Dataset records
***

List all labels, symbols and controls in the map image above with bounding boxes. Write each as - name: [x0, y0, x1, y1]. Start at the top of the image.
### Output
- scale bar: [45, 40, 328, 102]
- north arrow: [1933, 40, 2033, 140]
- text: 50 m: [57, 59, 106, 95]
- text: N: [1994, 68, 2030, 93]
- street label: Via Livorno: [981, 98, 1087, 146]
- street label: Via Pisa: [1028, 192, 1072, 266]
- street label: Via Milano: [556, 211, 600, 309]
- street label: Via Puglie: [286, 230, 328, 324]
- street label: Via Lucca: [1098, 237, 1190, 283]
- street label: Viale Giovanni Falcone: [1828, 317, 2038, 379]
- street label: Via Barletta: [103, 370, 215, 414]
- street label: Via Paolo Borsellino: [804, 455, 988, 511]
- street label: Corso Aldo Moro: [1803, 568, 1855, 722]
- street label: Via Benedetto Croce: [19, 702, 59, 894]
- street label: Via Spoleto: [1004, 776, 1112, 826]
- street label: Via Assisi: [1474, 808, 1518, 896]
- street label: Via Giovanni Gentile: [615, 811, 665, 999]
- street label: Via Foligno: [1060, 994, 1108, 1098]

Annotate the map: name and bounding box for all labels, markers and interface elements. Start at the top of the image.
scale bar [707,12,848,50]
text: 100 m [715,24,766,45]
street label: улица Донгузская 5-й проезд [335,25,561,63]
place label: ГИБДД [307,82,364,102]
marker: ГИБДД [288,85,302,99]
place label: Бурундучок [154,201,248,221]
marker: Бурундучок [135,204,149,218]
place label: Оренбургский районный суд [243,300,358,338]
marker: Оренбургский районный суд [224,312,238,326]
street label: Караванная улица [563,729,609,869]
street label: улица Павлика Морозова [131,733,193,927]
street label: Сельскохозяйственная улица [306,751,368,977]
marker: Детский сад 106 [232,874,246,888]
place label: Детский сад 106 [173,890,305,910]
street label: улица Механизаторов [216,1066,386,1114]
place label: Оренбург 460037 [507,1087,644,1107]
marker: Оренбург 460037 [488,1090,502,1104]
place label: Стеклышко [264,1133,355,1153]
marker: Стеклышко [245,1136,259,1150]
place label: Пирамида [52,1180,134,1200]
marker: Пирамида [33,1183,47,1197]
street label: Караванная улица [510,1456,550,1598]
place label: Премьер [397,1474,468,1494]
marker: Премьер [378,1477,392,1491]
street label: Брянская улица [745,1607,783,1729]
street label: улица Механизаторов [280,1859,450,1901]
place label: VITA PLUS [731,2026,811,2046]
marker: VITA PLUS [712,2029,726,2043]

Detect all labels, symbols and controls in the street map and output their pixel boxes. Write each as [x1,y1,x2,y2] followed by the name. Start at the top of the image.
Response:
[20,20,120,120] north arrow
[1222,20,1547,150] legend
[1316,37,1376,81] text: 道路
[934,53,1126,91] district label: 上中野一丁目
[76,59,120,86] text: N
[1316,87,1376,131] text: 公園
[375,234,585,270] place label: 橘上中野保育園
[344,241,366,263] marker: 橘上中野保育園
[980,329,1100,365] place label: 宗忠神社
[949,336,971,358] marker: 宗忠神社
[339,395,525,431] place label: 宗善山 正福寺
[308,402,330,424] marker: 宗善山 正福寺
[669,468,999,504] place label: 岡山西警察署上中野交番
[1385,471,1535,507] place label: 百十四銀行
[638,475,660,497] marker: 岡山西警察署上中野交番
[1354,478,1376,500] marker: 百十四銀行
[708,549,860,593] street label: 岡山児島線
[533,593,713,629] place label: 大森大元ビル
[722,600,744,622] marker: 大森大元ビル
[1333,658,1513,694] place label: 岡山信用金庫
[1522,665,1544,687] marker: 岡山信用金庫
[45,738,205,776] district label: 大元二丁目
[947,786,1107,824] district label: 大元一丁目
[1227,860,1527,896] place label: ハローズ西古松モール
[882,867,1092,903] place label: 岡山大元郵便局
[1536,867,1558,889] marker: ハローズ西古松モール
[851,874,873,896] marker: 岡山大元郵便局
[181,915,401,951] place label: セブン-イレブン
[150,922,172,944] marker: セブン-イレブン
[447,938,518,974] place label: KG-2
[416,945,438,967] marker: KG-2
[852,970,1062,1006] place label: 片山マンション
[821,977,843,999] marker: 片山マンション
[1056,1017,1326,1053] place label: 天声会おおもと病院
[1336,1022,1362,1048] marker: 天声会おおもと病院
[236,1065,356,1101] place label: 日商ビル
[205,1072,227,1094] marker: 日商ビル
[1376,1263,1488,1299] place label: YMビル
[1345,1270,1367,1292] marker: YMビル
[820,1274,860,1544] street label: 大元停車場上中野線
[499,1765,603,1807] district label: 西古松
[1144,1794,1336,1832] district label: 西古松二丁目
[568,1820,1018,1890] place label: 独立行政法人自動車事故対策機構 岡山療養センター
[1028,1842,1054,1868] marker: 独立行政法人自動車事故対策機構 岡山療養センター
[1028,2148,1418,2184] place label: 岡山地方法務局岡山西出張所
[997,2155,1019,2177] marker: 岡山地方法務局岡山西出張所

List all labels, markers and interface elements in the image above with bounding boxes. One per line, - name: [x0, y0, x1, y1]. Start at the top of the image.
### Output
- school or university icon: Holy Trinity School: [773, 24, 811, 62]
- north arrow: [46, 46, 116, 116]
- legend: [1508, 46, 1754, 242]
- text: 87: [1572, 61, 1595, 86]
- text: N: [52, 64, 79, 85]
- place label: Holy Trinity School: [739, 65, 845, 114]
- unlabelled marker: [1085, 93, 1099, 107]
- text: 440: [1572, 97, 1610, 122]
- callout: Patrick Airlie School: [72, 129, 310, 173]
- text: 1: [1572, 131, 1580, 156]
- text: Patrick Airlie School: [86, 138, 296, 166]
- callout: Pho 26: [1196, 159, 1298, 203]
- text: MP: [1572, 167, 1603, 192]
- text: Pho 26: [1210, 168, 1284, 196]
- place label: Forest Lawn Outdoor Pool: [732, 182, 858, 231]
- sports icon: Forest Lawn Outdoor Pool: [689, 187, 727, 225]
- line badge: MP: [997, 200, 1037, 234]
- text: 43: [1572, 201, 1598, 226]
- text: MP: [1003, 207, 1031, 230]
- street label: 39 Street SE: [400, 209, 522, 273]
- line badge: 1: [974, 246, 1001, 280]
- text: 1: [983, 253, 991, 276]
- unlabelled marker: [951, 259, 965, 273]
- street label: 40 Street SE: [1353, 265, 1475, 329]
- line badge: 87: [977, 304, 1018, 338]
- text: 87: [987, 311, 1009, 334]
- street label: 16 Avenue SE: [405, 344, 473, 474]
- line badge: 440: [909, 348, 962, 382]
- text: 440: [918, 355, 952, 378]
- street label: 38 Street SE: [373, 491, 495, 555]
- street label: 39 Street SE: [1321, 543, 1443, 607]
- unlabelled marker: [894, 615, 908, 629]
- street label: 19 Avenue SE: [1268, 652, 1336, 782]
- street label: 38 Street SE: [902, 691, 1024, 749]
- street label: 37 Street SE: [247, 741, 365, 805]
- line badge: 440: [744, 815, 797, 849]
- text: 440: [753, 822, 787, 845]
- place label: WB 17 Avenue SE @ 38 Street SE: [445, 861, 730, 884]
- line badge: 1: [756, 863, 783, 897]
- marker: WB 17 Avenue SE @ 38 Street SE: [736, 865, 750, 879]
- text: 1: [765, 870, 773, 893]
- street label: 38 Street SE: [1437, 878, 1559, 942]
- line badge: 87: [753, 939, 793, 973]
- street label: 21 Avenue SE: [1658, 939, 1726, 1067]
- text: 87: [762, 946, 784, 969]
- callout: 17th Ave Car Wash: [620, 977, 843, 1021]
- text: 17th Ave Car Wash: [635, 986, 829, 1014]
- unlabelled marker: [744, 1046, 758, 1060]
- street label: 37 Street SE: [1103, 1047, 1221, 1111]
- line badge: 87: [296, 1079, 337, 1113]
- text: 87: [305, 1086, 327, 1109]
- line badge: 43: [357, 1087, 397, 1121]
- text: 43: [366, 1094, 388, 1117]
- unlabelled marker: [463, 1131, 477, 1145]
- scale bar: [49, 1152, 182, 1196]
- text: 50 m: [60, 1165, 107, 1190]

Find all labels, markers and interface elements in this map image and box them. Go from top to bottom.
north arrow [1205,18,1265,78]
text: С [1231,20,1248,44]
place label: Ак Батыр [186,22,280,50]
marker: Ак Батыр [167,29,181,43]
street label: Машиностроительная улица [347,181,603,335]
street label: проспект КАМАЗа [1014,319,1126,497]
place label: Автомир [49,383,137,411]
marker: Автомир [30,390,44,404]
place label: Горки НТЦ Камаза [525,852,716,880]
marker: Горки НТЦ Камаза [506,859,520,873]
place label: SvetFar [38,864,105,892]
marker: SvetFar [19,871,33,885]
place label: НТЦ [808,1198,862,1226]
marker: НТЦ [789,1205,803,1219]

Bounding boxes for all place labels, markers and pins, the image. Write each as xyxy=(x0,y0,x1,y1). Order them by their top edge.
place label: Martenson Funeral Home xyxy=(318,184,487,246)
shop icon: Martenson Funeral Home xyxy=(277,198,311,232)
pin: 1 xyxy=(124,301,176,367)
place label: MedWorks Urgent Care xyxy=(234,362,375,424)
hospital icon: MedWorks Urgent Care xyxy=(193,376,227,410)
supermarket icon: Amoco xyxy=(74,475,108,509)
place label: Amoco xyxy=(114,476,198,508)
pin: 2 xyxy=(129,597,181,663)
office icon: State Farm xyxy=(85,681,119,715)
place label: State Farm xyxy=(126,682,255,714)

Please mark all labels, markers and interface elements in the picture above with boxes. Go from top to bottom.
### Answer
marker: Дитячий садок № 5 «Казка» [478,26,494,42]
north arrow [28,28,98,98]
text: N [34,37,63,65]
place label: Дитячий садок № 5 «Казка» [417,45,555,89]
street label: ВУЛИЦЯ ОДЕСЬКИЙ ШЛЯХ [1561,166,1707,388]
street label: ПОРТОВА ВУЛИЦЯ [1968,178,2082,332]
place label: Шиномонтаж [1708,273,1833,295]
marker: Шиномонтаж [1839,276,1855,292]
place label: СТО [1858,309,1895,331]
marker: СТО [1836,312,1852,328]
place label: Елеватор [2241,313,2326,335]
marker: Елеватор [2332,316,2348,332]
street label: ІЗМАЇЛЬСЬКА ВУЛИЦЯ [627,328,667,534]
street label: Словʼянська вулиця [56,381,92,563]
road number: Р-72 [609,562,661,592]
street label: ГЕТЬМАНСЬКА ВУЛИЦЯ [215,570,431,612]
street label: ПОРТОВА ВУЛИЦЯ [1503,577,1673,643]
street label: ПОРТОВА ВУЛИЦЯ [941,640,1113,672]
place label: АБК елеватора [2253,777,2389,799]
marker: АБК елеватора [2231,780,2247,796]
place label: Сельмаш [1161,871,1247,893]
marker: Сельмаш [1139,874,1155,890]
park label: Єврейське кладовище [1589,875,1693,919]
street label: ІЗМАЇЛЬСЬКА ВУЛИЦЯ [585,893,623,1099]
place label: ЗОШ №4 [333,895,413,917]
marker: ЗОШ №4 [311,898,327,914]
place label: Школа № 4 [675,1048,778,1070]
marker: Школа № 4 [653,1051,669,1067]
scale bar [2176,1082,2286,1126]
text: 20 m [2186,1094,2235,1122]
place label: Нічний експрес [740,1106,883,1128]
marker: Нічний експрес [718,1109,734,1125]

***

Where does the string "School" occur in the data above? Copy every line that holds it.

- school or university icon: Holy Trinity School: [773, 24, 811, 62]
- place label: Holy Trinity School: [739, 65, 845, 114]
- callout: Patrick Airlie School: [72, 129, 310, 173]
- text: Patrick Airlie School: [86, 138, 296, 166]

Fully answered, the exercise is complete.